Dorian Batycka ShareShare This Article
Dreweatts Auction House in London will offer a work by Joan Carlile, widely believed to be the first female portrait painter active in Britain during the 17th century, at its Old Master, British, and European art sale on May 26.
The oil painting, titled Portrait of Anne, Philadelphia and Thomas Wharton, later 5th Lord Warton, is expected to fetch between £30,000-£50,000 ($38,000-$63,000).
It depicts members of the Wharton family adorned in lush fabrics done in Carlile’s typical style. The drapery of the silk folds on the child’s clothing, flanked by her two siblings, each positioned in front of a classical column with a red velvet curtain, reflect what was then the fashionable attire of 17th-century British gentry.
In the mid-17th century, however, it was practically impossible for a woman to gain access as a portrait painter of English high society.

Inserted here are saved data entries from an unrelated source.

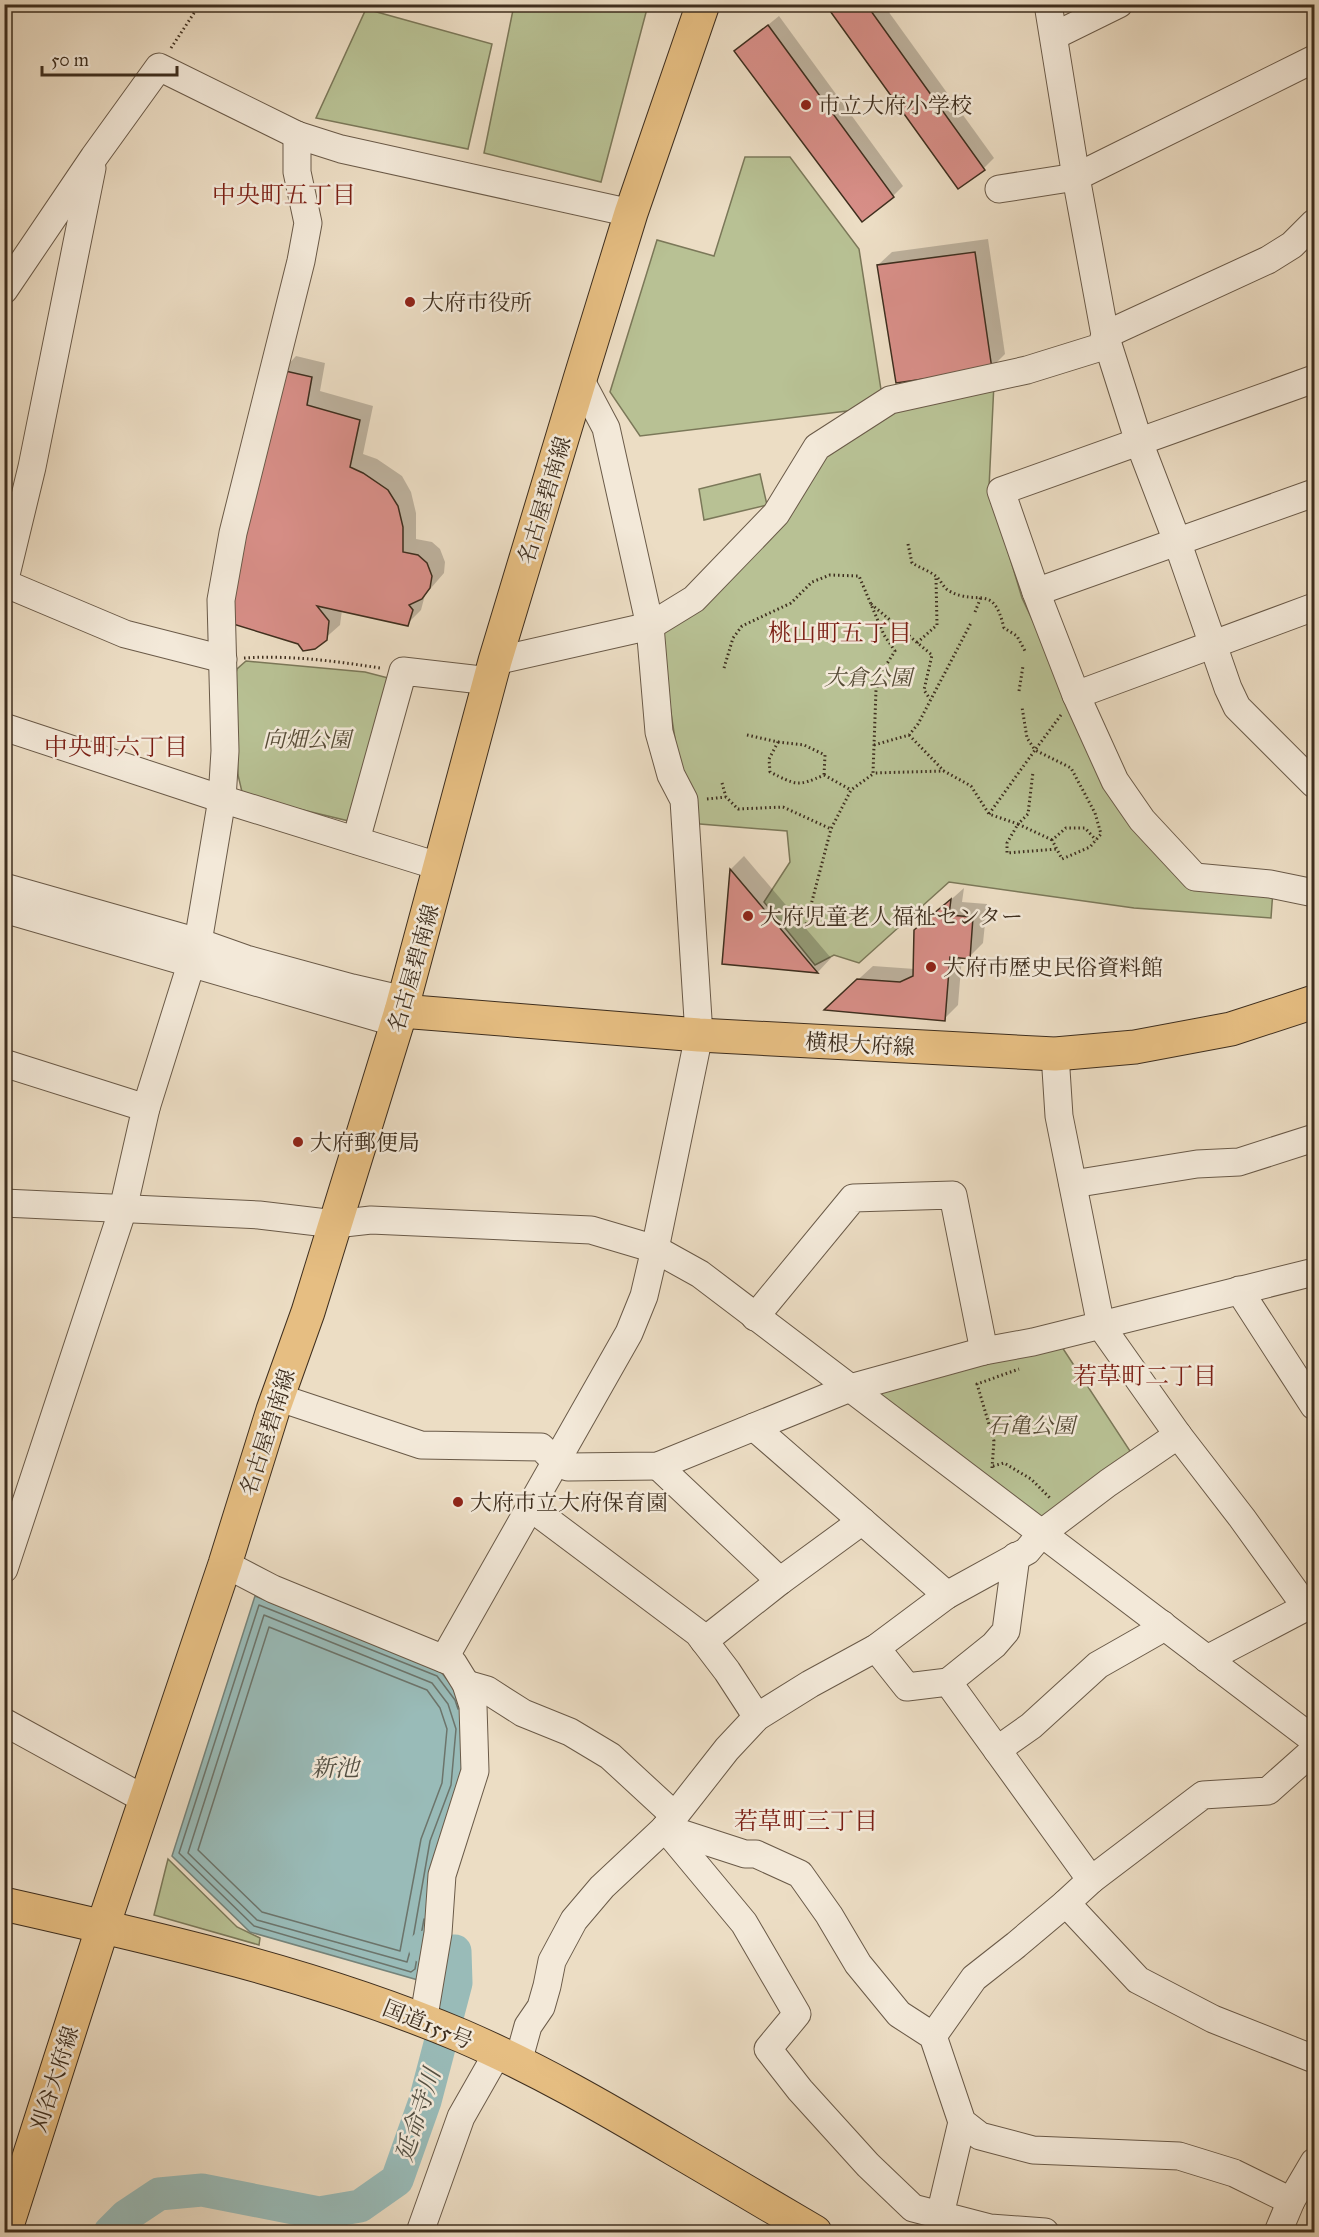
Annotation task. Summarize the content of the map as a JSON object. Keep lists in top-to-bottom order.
{
  "streets": {
    "main road": [
      "名古屋碧南線",
      "横根大府線",
      "国道155号",
      "刈谷大府線"
    ]
  },
  "crossings": [
    ["名古屋碧南線", "横根大府線"],
    ["名古屋碧南線", "国道155号"],
    ["名古屋碧南線", "刈谷大府線"],
    ["国道155号", "刈谷大府線"]
  ],
  "districts": [
    "中央町五丁目",
    "桃山町五丁目",
    "中央町六丁目",
    "若草町二丁目",
    "若草町三丁目"
  ],
  "water": ["新池", "延命寺川"],
  "parks": ["大倉公園", "向畑公園", "石亀公園"],
  "places": [
    "市立大府小学校",
    "大府市役所",
    "大府児童老人福祉センター",
    "大府市歴史民俗資料館",
    "大府郵便局",
    "大府市立大府保育園"
  ],
  "scale_bar": "50 m"
}
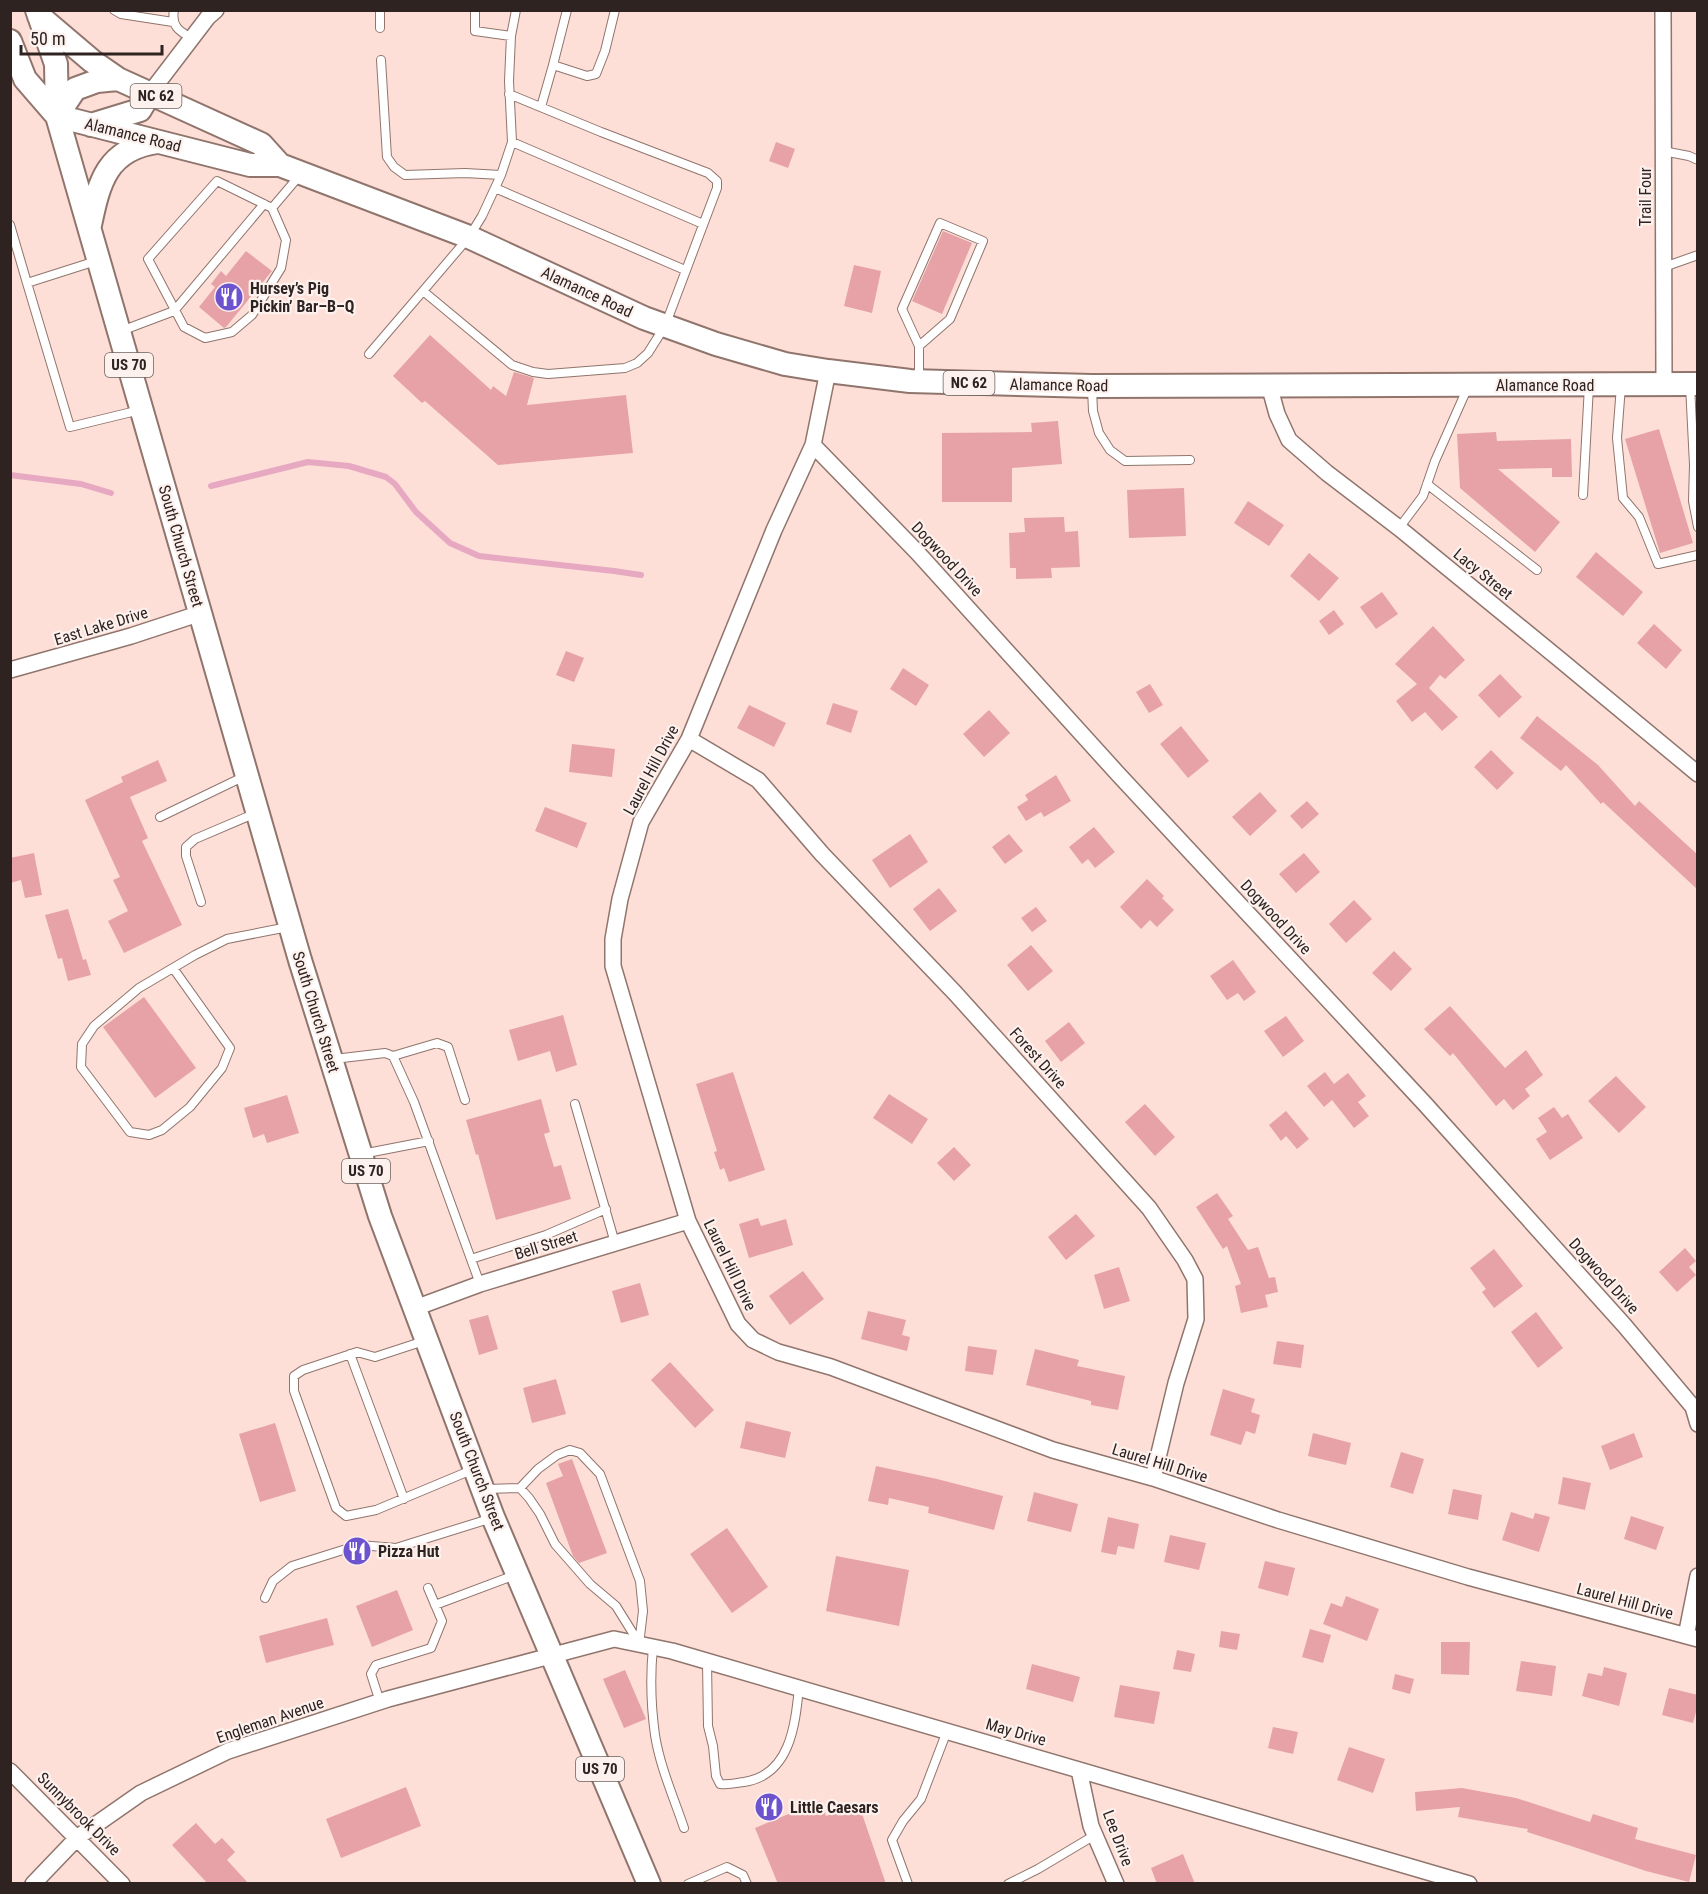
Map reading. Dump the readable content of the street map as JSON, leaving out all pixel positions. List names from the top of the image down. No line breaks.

Carlile was different. Her work was rediscovered, in part, thanks to good record keeping. In a 1658 list of noteworthy English artists, her name is mentioned as one of only four women oil painters.
As one of the earliest known female society portraitists in England, Carlile’s works are also held in the public collections of the Tate Britain, Ham House, Surrey, and the National Portrait Gallery, London.
Her pioneering style eventually led to her rediscovery, known mostly for small-scale portraits of female figures, with the work offered tomorrow thought to be one of her largest.
In 2016, Tate Britain acquired Carlile’s Portrait of an Unknown Lady after British TV art historian Bendor Grosvenor identified it as the artist’s. He purchased it from Woolley and Wallis auction house in Salisbury in December 2014 for £4,200 ($5,452), later flipping it to the Tate for £35,000 ($45,438).
Speaking at the time, Tabitha Barber, a curator of British art at Tate, told the BBC, “it’s a built-in prejudice. You begin to think that great artists are male artists. We have a big strategy in trying to make women more visible on our walls.”
It is believed that only 10 of Carlile’s portraits survive, including one of Sir Thomas Browne and Lady Dorothy Browne, held at London’s National Portrait Gallery.